*** Opening of Record excerpts ***

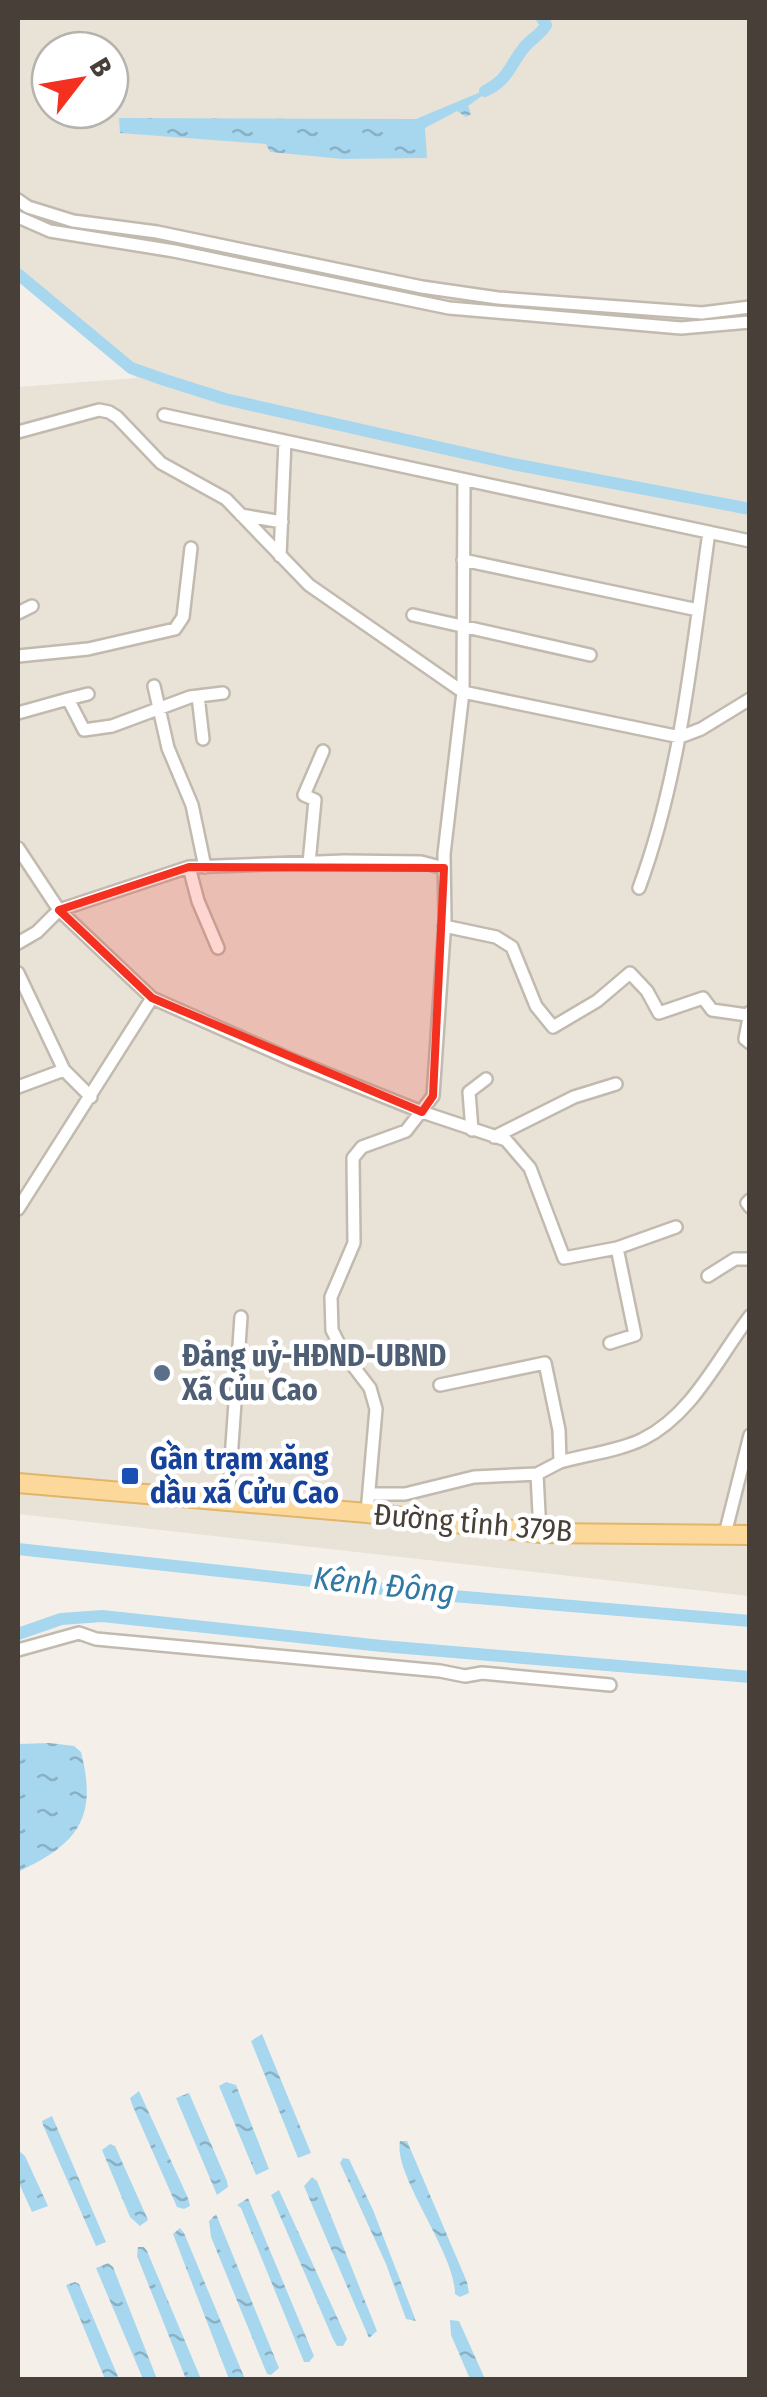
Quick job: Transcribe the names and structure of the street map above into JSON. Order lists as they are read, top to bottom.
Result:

*** Close of Record excerpts ***
*** Opening of Record excerpts ***

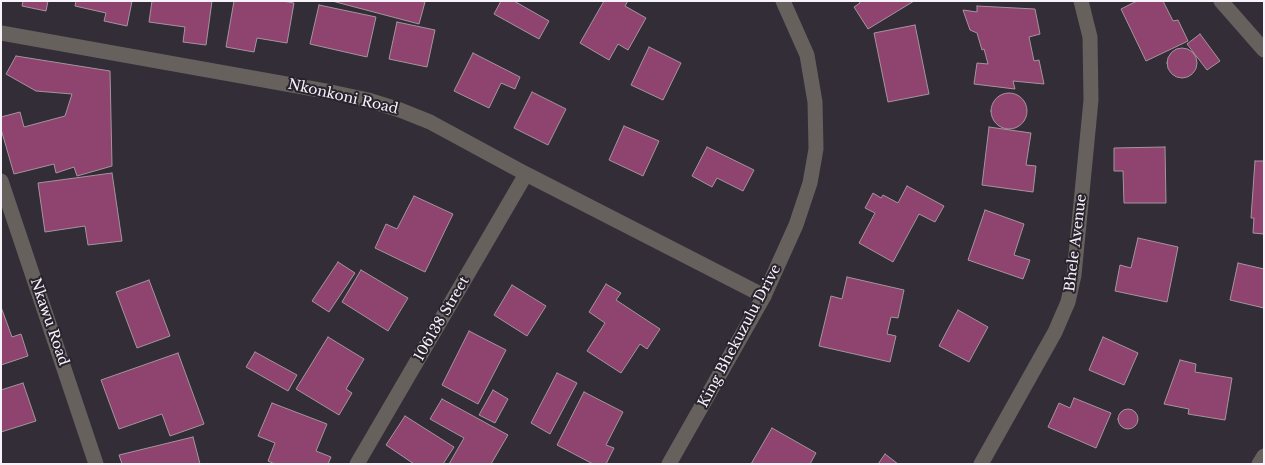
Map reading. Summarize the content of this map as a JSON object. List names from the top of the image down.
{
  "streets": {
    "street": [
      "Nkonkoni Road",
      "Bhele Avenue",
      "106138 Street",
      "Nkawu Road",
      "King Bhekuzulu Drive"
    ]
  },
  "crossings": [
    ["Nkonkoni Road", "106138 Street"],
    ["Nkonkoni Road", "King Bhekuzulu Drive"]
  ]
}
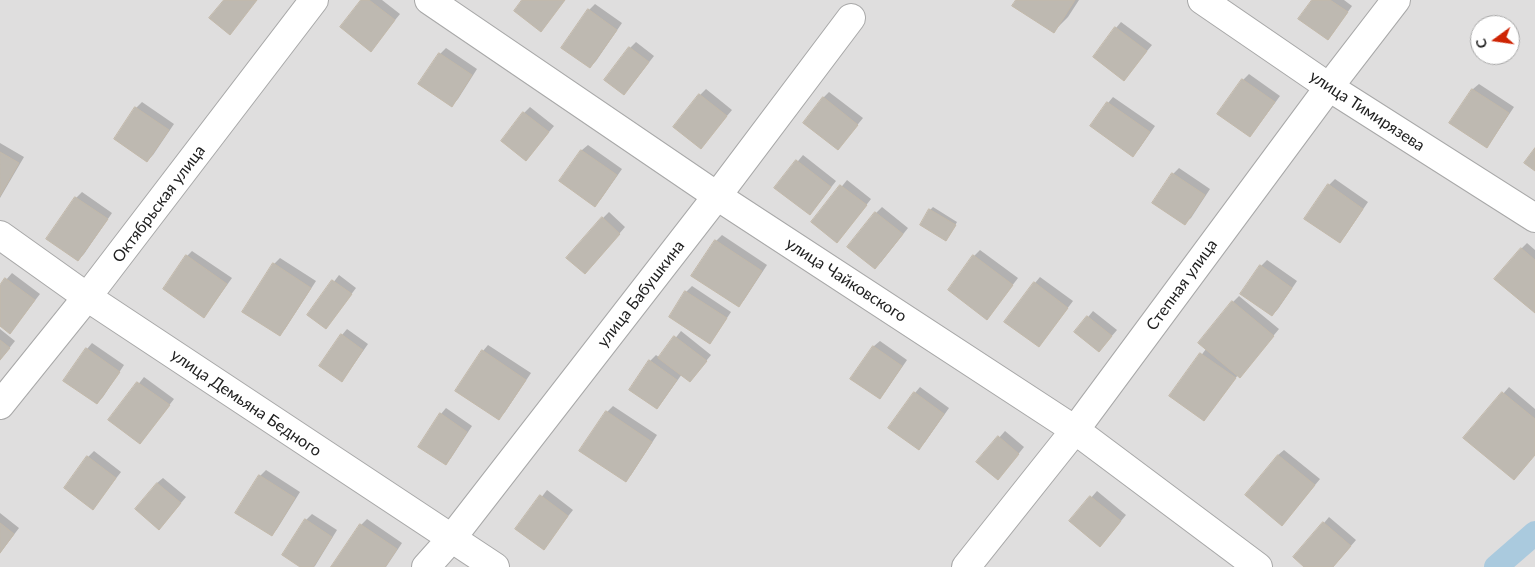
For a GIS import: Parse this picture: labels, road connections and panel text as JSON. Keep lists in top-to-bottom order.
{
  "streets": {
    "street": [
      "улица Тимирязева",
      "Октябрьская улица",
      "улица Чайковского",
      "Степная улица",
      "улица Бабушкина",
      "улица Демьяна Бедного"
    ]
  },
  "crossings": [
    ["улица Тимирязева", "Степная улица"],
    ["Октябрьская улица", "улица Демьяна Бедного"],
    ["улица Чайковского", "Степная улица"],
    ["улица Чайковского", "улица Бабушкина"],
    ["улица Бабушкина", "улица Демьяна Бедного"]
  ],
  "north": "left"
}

*** Close of Record excerpts ***
*** Opening of Record excerpts ***

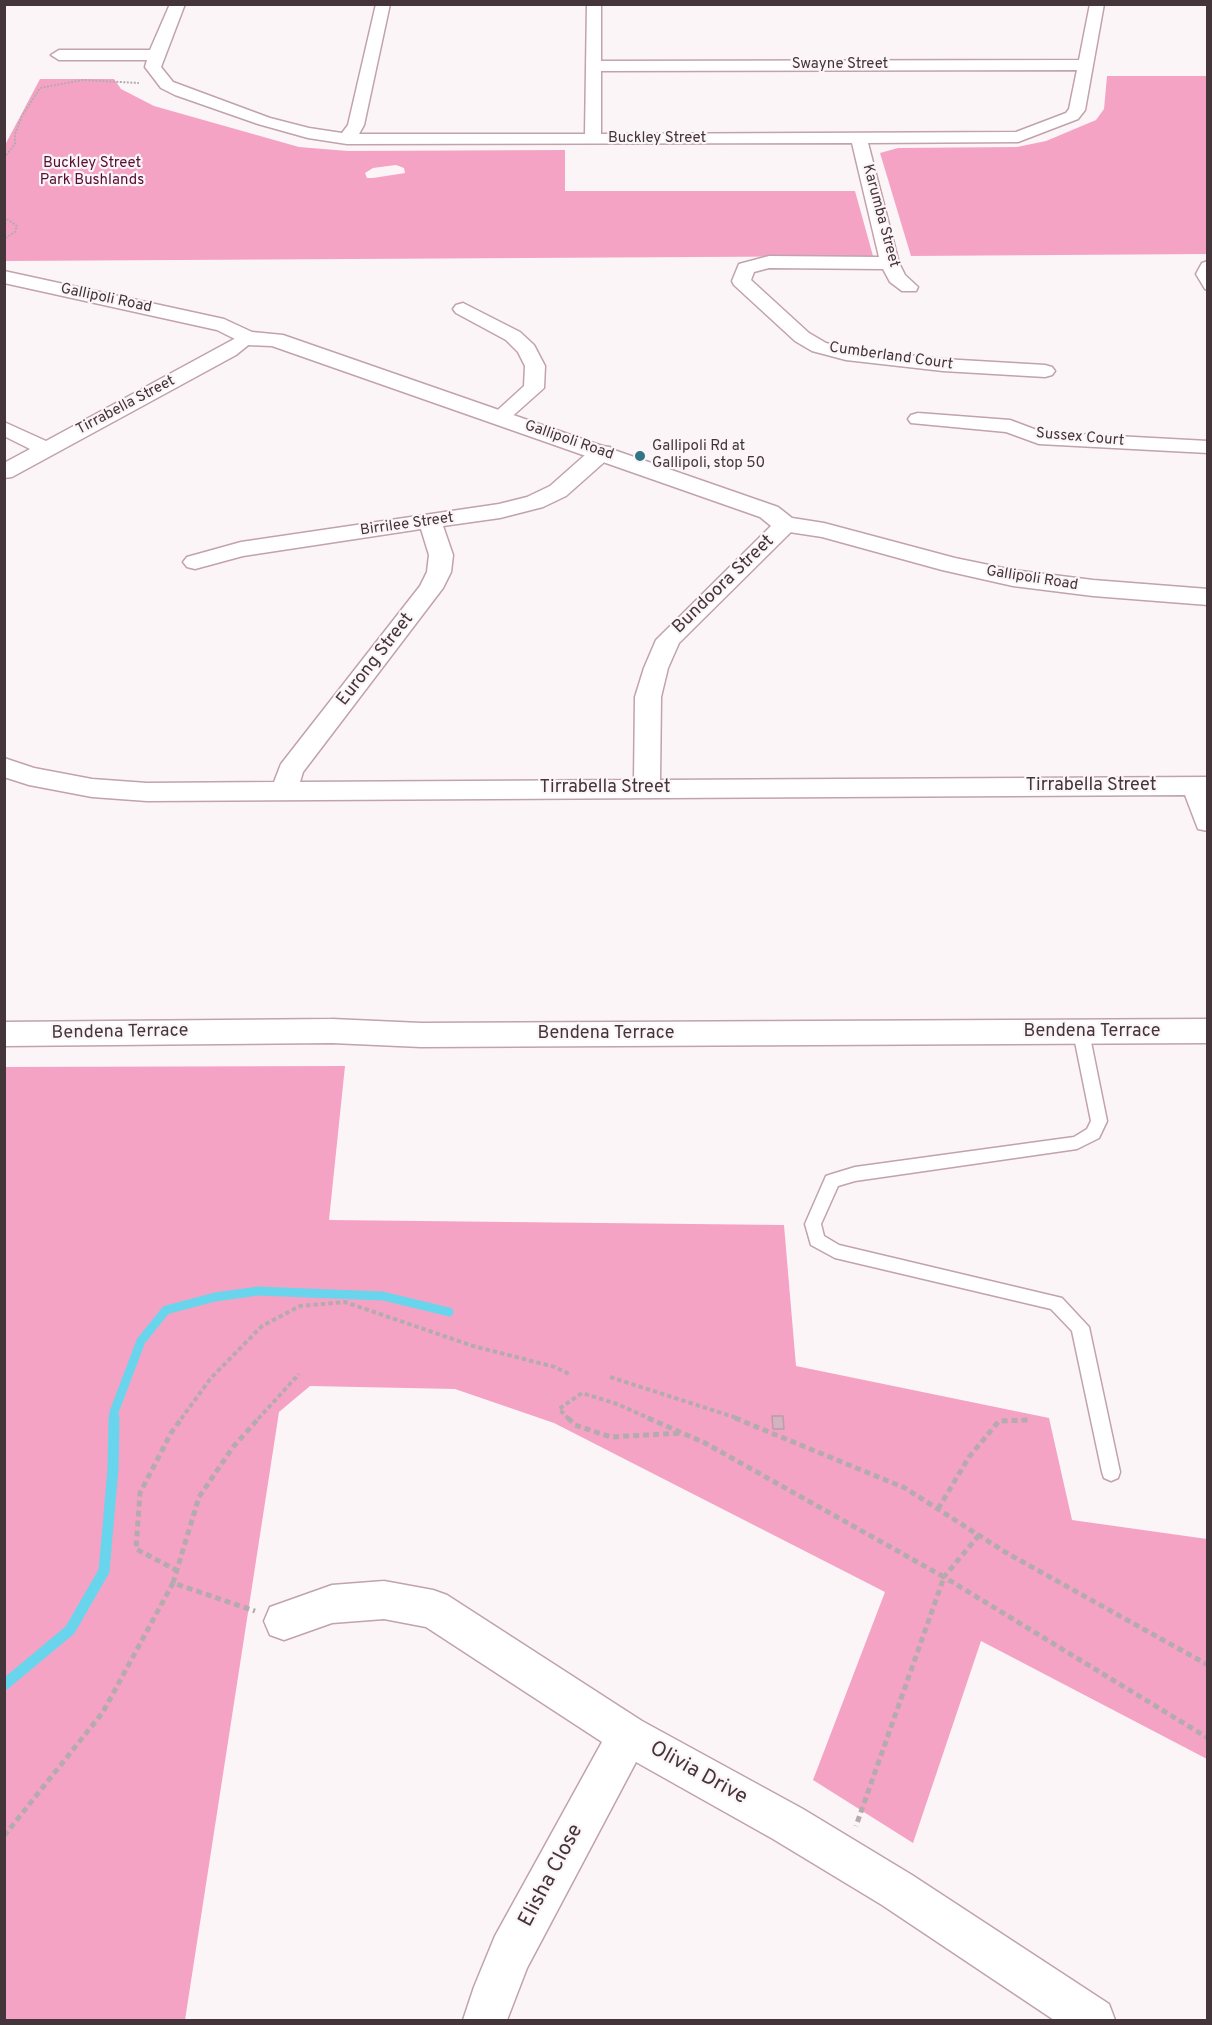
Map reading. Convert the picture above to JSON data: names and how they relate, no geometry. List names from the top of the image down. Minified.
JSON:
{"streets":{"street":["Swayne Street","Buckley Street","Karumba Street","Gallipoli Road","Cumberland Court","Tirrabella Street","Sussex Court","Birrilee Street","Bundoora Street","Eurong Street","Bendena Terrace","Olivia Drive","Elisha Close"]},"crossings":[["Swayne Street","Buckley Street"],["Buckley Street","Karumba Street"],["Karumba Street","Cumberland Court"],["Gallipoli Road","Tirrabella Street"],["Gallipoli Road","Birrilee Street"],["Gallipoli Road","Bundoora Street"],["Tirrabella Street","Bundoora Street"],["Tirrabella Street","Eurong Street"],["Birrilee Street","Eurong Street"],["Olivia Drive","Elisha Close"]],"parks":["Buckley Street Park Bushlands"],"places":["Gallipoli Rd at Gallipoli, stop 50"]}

*** Close of Record excerpts ***

Exercise requirements — Lines with "they": copy every one of them from the listing above.

Finished exercise —
Quick job: Transcribe the names and structure of the street map above into JSON. Order lists as they are read, top to bottom.
Map reading. Convert the picture above to JSON data: names and how they relate, no geometry. List names from the top of the image down. Minified.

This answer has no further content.